Basolateral amygdala activity phase-locked to neocortical slow waves underlies fear memory consolidation

Understanding the neural circuitry involved in fear memory is expected to provide implications for mental disorders such as post-traumatic stress disorder. The basolateral amygdala (BLA) and the medial prefrontal cortex (mPFC) are essential for the consolidation of fear memories. This consolidation occurs in particular when BLA neurons responding to aversive stimuli are reactivated during non-REM sleep. However, the neural circuit mechanism during non-REM sleep remains unclear. We focus on the role of neocortical slow waves, a hallmark of non-REM sleep, in fear memory formation. By recording local field potentials from the mPFC and monitoring BLA neuron activity, we found that BLA neuron firing was concentrated during the late phase of active states (UP states) in slow waves. Using deep whole-cell recordings in vivo, we found that BLA neurons depolarized periodically during the late phases of UP states.

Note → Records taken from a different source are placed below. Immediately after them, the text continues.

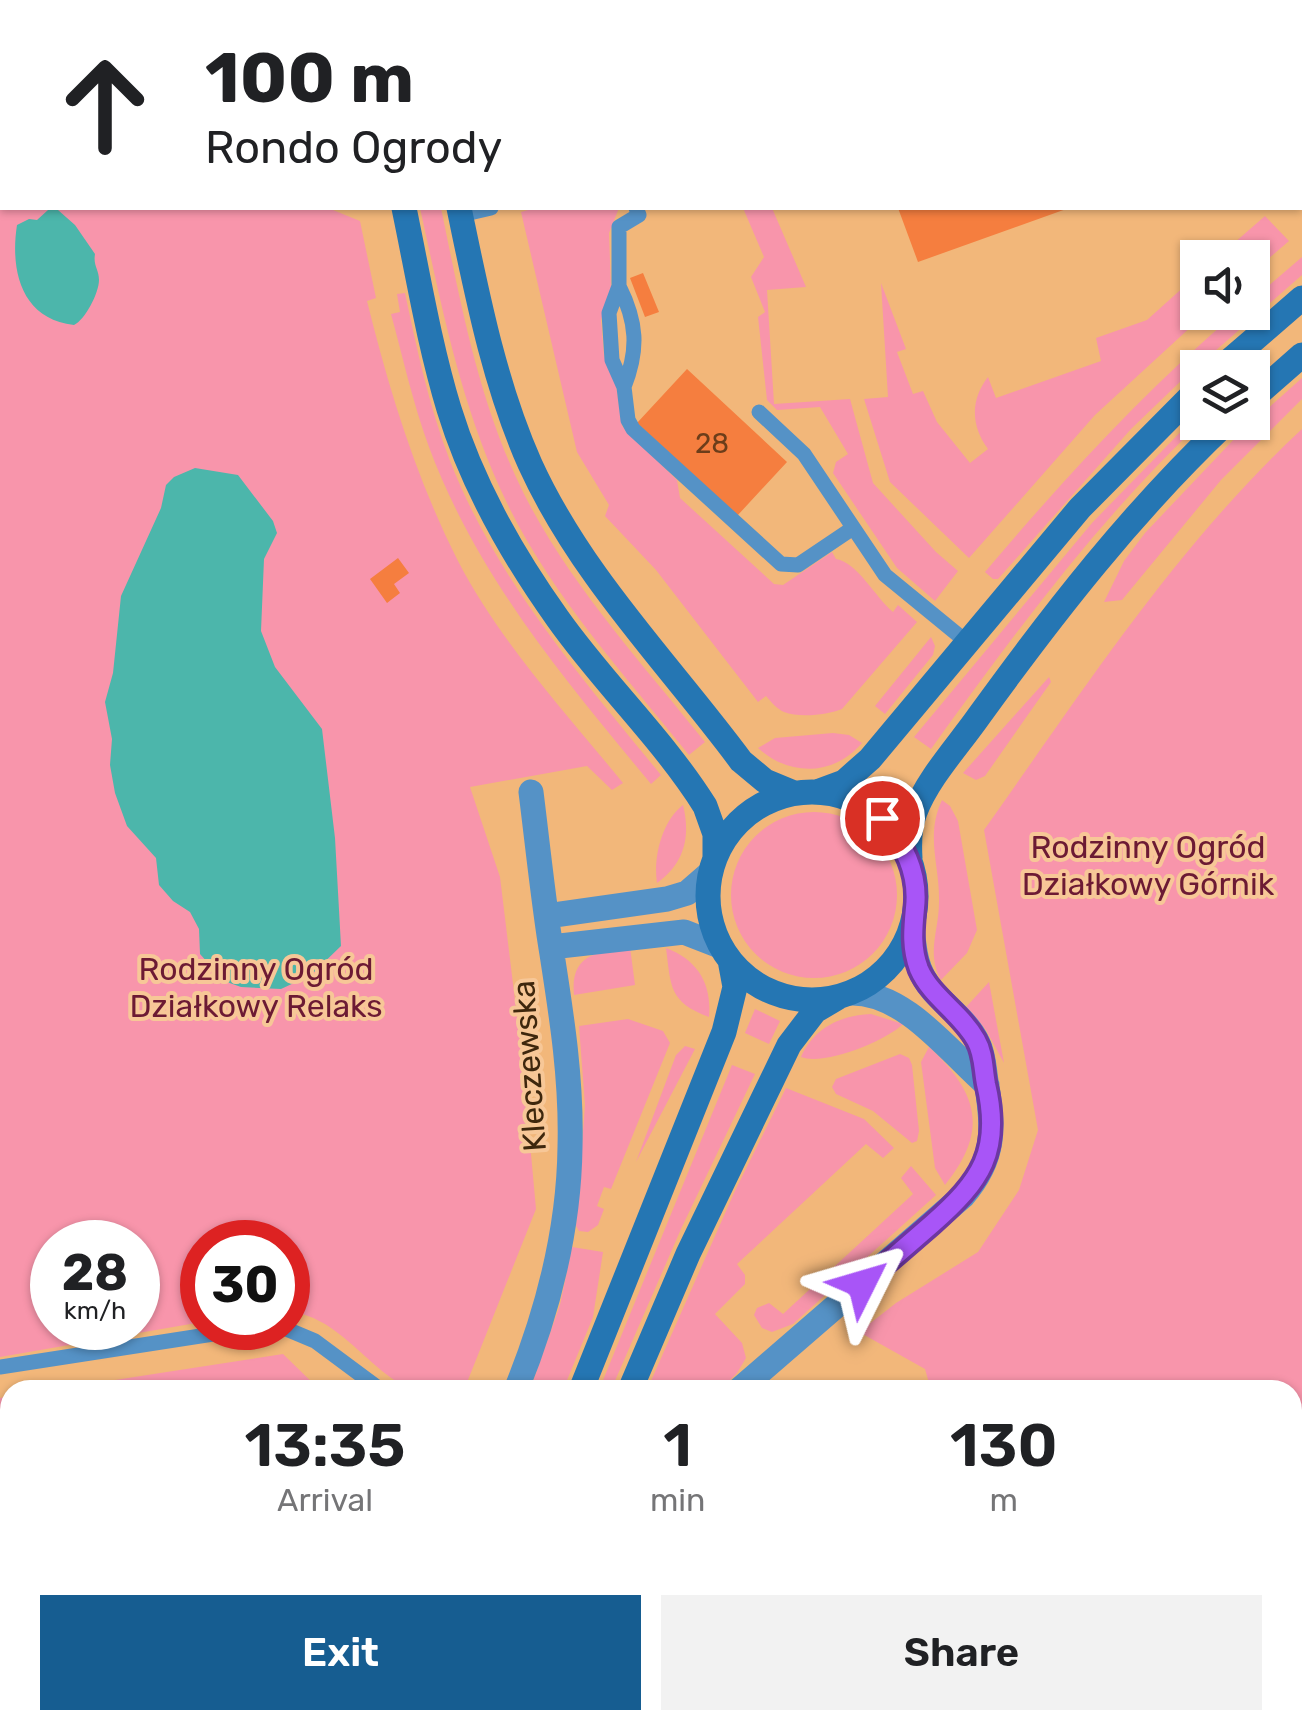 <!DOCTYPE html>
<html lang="en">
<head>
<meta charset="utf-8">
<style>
  body { margin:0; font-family:Rubik,sans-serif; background:#f2f2f2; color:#202124; height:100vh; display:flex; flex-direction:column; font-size:38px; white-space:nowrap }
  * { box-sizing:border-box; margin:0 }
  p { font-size:32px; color:#757577 }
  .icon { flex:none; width:55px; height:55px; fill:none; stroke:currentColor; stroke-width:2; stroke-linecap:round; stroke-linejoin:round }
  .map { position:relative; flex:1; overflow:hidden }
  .drawer { position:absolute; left:0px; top:1380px; width:1302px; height:350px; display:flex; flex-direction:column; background:#fff; border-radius:30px 30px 0 0; box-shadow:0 2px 8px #0004 }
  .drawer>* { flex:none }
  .banner { position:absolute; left:0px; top:0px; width:1302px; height:210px; box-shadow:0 2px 8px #0004; background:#fff; color:#202124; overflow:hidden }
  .buttons { position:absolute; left:1180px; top:240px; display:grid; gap:20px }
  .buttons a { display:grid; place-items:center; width:90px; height:90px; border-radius:0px; background:#fff; box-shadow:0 2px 8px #0004; font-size:50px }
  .speed { position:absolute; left:30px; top:1220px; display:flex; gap:20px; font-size:50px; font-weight:700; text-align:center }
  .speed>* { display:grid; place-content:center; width:130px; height:130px; border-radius:50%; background:#fff; box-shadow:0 2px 8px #0004; line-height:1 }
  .speed small { font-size:25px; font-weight:400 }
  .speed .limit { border:15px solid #d22; background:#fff; color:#111 }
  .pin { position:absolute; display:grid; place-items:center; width:85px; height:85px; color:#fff; margin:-42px; border:5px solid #fff; border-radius:50%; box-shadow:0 2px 10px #0007 }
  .me { position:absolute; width:110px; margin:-55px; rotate:50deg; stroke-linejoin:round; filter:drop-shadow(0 0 8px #0008) }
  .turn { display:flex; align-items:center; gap:35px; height:210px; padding:0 40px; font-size:45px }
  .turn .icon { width:130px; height:130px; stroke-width:2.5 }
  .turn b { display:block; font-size:70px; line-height:85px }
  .eta { display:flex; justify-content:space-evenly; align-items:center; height:170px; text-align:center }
  .eta b { font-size:60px; font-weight:600; line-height:70px }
  .button { display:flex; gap:20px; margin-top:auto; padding:20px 40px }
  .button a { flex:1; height:115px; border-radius:0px; background:#165d91; color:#fff; font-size:40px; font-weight:600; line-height:115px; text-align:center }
  .button a+a { background:#f2f2f2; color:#202124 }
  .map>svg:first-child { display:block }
</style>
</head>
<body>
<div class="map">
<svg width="1302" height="1730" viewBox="0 0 1302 1730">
  <rect width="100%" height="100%" fill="#f2b77a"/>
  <path fill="#f895ab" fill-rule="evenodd" d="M0,0L72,2H2V208H328L360,221L376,298L367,301C389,390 416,478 458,561C500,642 566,713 623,783L612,790L587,766L470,787L500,877L523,1066L536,1209L464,1390C449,1390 422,1395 408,1388C367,1368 336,1314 288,1312V1242H202V1322L0,1357ZM52,1242H138V1328H52Z
    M420,208H441C461,305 479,404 524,494C570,585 642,663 705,742L689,755C624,674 551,595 506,501C461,407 442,308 420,208Z
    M535,208H619L609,233L611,289L601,320L604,356L616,385L622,426L677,480L680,498L774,584L783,585L832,552L836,559C858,563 875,597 893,612L898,605L917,622L842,709C828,715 799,718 784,712C777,709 771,702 766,696L758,702L656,570L605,516L609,505L577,452L521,212Z
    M743,208H772L806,287L767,290L774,404L850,399L873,483L936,552L958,571L935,601L897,568L833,473L836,462L848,454L820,407L777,410L767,400L758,317L765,312L751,277L764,257Z
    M1265,216L1289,241L1253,272L1252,258L1218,257Z
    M1302,257V275L1183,379L1131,429L998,579H993L985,572C1063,480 1144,391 1236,313L1252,312L1253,299Z
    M1197,275L1198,312L1206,313L1095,415L969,558L890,482L864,399L888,397L881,283L906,349L897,352L913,394L923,391L937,422L970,463L988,449C971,426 970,400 988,377L996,398L1101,361L1096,338L1147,320Z
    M405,293C417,350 429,406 450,461C497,581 581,677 661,775L651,784C564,679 477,576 429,447C413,404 403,358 391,314L400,312L397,294Z
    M1302,378V399L1221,480L1122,600L1104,602L1124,561L1145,533L1238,435Z
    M1197,415L1200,423C1097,521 1014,634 931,749L914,737L1092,523Z
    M1302,429V1582L1293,1576L1292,1390H931L925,1369L859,1332L896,1303L978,1252L1019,1190L1038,1130L984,830C1082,692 1177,545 1302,429Z
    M931,637L935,646L933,655L885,714L875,706Z
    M1049,677L1051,682L985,776L976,780L963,773Z
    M833,733L849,735L862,743C834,776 790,777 758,748L775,738Z
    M942,800L950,806L958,821L977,930L967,953L941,980C926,953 939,931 939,902C940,865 925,836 942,800Z
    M683,805C691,837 684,864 657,883C653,857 662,821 683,805Z
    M731 895a83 83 0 1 1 166 0a83 83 0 1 1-166 0Z
    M630,947L635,985L574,995C570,954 597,952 630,947Z
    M666,948C698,960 712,984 709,1017C669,1002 671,987 666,948Z
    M989,982L1004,1063L986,1030L966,1007Z
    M755,1009L780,1021L769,1044L745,1033Z
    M871,1014L903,1024C886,1041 824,1066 801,1057C813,1029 840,1015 871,1014Z
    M628,1019L663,1031L670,1043L611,1189L604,1187L597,1206L604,1209L598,1225L588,1232L579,1231L576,1226L585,1105L579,1026Z
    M685,1046L695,1049L636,1162L676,1055Z
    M929,1047C977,1092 990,1129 945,1185L935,1168L921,1062Z
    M900,1054L909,1058L912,1065L919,1131L917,1141L912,1143L873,1111L836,1094L832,1087L836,1079Z
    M732,1065L755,1074L681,1229L611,1390H599Z
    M786,1088L864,1119L894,1148L883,1158L866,1144L737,1264L745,1275V1284L715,1314L742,1343L746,1358L737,1373L720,1390H647L734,1193Z
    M911,1166L936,1195L793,1324L772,1332L762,1328L754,1315L757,1308L769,1303L783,1314L913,1194L901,1178Z
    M572,1247L603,1252L593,1317L563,1390H530L560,1305Z
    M283,1354L320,1390H50Z
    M10,1396V1720H191L182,1730H0V1398Z
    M1302,1594V1730H1242L1246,1720H1292L1293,1615Z
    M787,1720H1136L1132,1730H782Z"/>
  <path fill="#4cb6ab" d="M48,210H58L75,225L95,254C93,266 99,269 99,280C99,293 85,320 74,325C21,319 10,270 17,225L29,219L37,220Z
    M195,468L238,475L273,521L277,533L264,559L261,631L275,667L322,729L335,838L341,946L311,975L281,989L241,987L224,981L200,954L199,929L190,912L173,901L159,885L156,858L127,826L115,793L110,765L112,739L105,702L113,673L121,596L161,508L166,485L174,477Z"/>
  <path fill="#f57e3f" d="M898,208H1069L918,262Z
    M643,273L659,312L645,317L630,278Z
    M687,369L787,462L737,516L637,423Z
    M398,558L409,573L394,584L400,593L387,603L370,579Z"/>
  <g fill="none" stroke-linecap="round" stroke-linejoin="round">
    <path stroke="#5592c6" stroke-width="15" d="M636,208L639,215L619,227V286L609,313L612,360L624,387L628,420L633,429L781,564L798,565L853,528
      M461,215L491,208
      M619,286C637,322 639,349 624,387
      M759,412L804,454L885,575L968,643
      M284,1328L315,1341L381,1390
      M0,1367L252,1328"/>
    <path stroke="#5592c6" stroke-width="22" d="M221,0L223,2"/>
    <path stroke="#5592c6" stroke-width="25" d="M547,916L667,899L687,893L710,873
      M551,947L684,932L720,946
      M851,993C905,992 949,1052 987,1085
      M516,1390C547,1314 569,1230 570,1147C572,1075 560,1006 549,935C542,888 537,840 531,792
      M739,1390L963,1196C996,1158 994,1127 986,1081C984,1068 984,1055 978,1043C968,1022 948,1008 933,991C916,972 914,950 912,926
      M377,1730L381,1720
      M538,1730L542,1720"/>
    <path stroke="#2576b3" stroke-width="25" d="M361,0L362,2
      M415,0L416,2
      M404,208C418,275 429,343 449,409C472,484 513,556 558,619C604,684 663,739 705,806L715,834V857
      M459,208C477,294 494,383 530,464C581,576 669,664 741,761L765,781L794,793
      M1221,368L1302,298
      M1252,399L1302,355
      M708 896a104 104 0 1 1 208 0a104 104 0 1 1-208 0Z
      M817,792L844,782L870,759L1080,508L1198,389
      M910,858C909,842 909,827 915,812C928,778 958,746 979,716C1055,611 1133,511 1227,422
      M581,1390L724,1032L735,987L730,960
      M630,1390L688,1254L789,1045L815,1011L837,998
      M438,1730L442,1720
      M487,1730L491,1720"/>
  </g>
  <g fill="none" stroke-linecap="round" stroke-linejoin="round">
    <defs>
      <path id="route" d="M862,1284C886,1264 909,1244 932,1224C981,1181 1002,1151 986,1084C983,1069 984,1054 976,1040C961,1013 931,997 919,969C911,948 913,929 915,908C919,873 904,844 882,818"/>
    </defs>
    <use href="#route" stroke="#6d37a1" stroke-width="25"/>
    <use href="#route" stroke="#a855f7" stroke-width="18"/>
  </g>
  <g text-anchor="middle" stroke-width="8" stroke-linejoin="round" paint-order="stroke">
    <g font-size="28" fill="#6c3d1a">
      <text x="712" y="453">28</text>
    </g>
    <g font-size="32" fill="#6c1a34" stroke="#f7c797">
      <text x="1148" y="858">Rodzinny Ogród<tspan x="1148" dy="37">Działkowy Górnik</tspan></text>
      <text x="256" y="980">Rodzinny Ogród<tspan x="256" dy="37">Działkowy Relaks</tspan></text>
    </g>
    <g font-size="32" fill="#3e270d" stroke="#f7c797">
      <text transform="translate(529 1066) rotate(-94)" y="11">Kleczewska</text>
    </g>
  </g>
</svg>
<div class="buttons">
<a><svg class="icon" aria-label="sound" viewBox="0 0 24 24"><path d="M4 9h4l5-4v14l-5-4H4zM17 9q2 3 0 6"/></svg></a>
<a><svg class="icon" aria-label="layers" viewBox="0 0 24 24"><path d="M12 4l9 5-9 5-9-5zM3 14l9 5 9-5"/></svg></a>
</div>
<div class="speed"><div>28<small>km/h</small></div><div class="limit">30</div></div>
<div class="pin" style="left:882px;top:818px;background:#d93025"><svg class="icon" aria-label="arrive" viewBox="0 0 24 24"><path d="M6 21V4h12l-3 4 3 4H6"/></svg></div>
<svg class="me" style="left:862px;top:1284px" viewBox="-20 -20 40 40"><path d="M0-17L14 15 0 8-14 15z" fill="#a855f7" stroke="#fff" stroke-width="4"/></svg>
<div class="banner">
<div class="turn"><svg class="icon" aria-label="ahead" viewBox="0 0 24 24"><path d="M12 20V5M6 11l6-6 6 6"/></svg><div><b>100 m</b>Rondo Ogrody</div></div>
</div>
<section class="drawer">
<div class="eta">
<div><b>13:35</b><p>Arrival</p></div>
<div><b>1</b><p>min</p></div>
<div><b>130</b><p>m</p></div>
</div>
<div class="button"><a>Exit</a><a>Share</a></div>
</section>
</div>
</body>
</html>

We labeled BLA-projecting neurons with channelrhodopsin-2 and found that BLA-projecting neurons in the mPFC also increased firing activity during the late phases of UP states. Finally, when mPFC neurons were optogenetically inhibited during the late phases of UP states in non-REM sleep after fear conditioning, mice exhibited fear behavior even after extinction learning. These results provide insight into the slow-wave synchronization mechanism between the BLA and the mPFC and shed light on the circuit mechanism of fear memory consolidation.